Susan Lenox, Her Fall and Rise - Page 141/224

"Why--he--he pushed me backward and I must have hit something when I fell. The back of my head is very sore and my head aches terribly--and I'm a little sick at my stomach."

"Let me see your head," said Roger peremptorily. He parted the mass of bronze brown hair, wondering even in his anger and pity at its softness and thickness. It was not difficult to locate the great lump at the base of the skull.

"He might have killed you if it hadn't been for your hair. The skin isn't broken. Be still, Charley, till I get a basin of water and a towel."

He was back in a moment and sitting down on the edge of the couch, he attempted to bathe the swelling. But Charley groaned in agony at the first touch, so he gave that up and bathed her face and wrist awkwardly but very gently.

"I guess it's my turn to say 'Poor Child,'" Roger murmured.

The quick tears sprang to Charley's eyes. At this moment Dick gave an incoherent shout.
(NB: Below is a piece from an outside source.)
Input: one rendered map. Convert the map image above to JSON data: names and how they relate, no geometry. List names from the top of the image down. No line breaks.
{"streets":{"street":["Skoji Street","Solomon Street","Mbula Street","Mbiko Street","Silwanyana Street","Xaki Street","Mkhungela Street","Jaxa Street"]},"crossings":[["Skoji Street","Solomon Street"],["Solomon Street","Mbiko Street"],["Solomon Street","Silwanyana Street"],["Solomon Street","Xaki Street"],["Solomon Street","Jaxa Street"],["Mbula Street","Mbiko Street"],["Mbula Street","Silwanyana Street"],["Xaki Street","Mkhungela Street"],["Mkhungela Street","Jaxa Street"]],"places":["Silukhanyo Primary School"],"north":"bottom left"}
Charley gripped Roger's hand.

"It's all right," he said. "He can't get out, the whelp!"

"Roger! Don't hurt him. Promise me you won't hurt him!"

"Hurt him!" Roger burst forth. "How can you be so foolish! He ought to be beaten within an inch of his life. He's gotten drunk on cologne!"

"Roger, he's never been this bad before. He's been growing slowly better all these years. He never struck me before."

"And you've been living with a drunkard all these years who might have killed you. You knew this, yet you let little Felicia come to you. How could you do it?" Roger paced up and down the floor.

Charley looked at him piteously, but he went on, his voice growing louder.

"You must know that a periodic drunkard is the worst kind and almost never cured. I thought you were unafraid of truth, but you've been living just like a sentimental woman, after all."

Charley raised her hands and dropped them as if in despair. "I promised mother I'd never leave him. And he's put up a fight. Oh, you'll never know what a fight! And I love him. He's a dear when he's not drinking."

Dick roared again and Roger stared at Charley's sick white face.

"Promise me you won't hurt him, Roger."

"How can I promise when I know if I get another glimpse of him I'll break every bone in his carcass?"

Again Charley dropped her hands with that despairing gesture. "Then how can I help fearing your dreadful temper as much as I do Dick's drinking? What difference is there?"